Input: nums = [1,1,1,3,3,4,3,2,4,2]
Output: true

Solution

Method 1 - Brute Force

Use two loops. In the outer loop, pick elements one by one and count the number of occurrences of the picked element in the inner loop. This method doesn’t use the other useful data provided in questions like range of numbers is between 1 to n and there are only two repeating elements.

Code

Java
public boolean containsDuplicate(int[] nums) {
	int n = nums.length;
	for (int i = 0; i < n - 1; i++) {
		for (int j = i + 1; j < n; j++) {
			if (nums[i] == nums[j])
				return true;
		}
	}
	return false;
}

Complexity

  • Time Complexity: O(n^2)
  • Auxiliary Space: O(1)

Method 2 - Sorting the Array and Compare Adjacent Array

Code

Java
    public boolean containsDuplicate(int[] nums) {
        Arrays.sort(nums);
        int n = nums.length;
        for (int i = 1; i < n; i++) {
            if (nums[i] == nums[i - 1]) {
	            return true;
            }
        }
        return false;
    }

Complexity

Sorting takes O(n log n) time, but as they are integers we can use counting sort, which takes O(n) time.

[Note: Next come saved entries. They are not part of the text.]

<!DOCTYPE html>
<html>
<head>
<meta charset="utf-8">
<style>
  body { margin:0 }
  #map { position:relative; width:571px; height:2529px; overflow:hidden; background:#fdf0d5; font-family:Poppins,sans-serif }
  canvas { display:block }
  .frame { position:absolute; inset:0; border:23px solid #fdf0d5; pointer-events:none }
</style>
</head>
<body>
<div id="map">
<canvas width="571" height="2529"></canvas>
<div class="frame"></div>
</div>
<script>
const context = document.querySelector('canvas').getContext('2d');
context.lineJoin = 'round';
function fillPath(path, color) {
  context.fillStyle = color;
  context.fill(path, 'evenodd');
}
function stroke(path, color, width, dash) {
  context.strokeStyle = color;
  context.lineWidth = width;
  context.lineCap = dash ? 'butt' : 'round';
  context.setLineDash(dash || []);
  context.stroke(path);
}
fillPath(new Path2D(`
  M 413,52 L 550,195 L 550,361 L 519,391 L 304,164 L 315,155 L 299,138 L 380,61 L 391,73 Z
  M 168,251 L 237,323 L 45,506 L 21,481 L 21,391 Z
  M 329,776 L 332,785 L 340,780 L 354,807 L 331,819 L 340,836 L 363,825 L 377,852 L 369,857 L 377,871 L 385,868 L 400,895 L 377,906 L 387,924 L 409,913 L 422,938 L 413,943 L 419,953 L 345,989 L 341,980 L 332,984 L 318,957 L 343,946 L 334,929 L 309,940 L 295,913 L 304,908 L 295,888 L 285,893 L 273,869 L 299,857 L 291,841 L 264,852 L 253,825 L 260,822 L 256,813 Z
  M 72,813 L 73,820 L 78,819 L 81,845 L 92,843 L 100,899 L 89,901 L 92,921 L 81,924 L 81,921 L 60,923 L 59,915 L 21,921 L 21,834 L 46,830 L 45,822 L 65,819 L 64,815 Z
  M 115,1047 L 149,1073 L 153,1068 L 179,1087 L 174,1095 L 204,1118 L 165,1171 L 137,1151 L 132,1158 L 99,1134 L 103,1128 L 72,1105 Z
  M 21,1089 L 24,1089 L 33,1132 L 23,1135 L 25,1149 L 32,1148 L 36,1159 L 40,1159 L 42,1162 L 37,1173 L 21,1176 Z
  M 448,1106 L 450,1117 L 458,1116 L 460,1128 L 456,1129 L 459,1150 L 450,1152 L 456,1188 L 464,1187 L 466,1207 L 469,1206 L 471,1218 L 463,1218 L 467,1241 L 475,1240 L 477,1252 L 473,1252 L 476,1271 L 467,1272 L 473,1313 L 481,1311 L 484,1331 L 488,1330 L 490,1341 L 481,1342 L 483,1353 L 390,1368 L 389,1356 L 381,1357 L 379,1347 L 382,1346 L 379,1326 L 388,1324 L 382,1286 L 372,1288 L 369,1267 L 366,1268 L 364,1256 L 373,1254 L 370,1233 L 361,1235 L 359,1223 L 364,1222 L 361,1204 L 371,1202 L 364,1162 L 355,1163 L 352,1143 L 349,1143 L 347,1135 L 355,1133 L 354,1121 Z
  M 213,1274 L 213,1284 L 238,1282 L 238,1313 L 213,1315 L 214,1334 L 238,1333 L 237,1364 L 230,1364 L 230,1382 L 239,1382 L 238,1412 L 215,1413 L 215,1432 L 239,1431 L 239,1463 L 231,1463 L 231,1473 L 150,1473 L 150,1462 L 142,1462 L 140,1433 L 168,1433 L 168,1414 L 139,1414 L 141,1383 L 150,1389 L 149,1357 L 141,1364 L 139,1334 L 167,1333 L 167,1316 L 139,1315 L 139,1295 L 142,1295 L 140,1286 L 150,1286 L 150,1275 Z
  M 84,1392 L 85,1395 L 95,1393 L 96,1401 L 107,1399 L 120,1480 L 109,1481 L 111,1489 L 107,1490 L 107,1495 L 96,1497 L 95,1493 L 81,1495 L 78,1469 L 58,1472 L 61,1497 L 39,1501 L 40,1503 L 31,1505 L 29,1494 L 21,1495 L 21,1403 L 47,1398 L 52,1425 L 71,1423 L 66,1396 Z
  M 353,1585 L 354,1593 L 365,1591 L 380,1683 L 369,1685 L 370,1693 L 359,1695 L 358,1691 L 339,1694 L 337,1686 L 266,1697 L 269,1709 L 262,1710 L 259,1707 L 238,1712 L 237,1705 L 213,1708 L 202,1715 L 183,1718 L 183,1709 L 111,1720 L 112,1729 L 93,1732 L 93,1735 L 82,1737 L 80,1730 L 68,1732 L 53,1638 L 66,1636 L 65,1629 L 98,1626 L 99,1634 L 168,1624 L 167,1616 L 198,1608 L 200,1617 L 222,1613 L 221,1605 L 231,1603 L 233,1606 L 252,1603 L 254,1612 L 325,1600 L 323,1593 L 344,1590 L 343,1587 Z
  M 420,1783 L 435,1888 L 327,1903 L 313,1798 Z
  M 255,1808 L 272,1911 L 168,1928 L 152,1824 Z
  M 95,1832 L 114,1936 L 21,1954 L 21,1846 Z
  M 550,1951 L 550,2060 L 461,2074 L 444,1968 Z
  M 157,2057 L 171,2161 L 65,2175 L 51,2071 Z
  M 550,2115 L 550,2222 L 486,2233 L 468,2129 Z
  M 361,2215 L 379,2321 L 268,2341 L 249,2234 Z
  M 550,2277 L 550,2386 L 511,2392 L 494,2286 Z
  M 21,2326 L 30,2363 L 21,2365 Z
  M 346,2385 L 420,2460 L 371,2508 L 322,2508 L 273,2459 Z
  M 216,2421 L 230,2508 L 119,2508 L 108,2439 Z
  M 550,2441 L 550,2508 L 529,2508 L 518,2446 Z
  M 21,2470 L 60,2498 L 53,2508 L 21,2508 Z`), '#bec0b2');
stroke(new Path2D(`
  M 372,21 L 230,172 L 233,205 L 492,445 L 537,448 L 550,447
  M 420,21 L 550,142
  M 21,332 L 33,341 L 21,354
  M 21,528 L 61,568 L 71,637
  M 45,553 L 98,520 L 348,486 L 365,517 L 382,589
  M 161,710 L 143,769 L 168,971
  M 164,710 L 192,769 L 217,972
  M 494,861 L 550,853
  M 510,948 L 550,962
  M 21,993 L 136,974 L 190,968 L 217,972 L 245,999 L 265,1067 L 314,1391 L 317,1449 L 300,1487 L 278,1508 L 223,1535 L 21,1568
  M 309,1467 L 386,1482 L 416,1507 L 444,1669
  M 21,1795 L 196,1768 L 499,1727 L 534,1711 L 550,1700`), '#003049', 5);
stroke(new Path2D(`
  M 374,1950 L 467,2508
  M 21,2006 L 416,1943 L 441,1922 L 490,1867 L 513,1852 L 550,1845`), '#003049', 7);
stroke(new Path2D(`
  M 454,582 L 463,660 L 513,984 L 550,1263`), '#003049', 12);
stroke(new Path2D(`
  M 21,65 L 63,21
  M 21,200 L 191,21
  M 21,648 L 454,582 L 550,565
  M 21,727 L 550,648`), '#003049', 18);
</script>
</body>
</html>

  • Time complexity = O(n log n) OR O(n)
  • Space Complexity = O(1)

Method 3 - Using Hashset

Code

Java
public boolean containsDuplicate(int[] nums) {
	HashSet<Integer> seen = new HashSet<>();
	for (int num : nums) {
		if (seen.contains(num)) {
			return true;
		}
		seen.add(num);
	}
	return false;
}

Complexity

  • Time complexity = O(n) for looping on array and checking in set takes O(1) time.
  • Space Complexity = O(n) for storing values in set.

Method 4 - Using Count

In Java 8, we can make use of streams to count distinct elements present in the array. If the distinct count is not same as the length of the array, array contains a duplicate.

Code

Java
// Generic function to check for duplicates in an array
private static <T> boolean checkForDuplicates(T... array)
{
 Long distinctCount = Stream.of(array)
 .distinct().count();

 return array.length != distinctCount;
}

Complexity

  • O(n) - In java distinct() removes duplicate from stream, using hashset internally.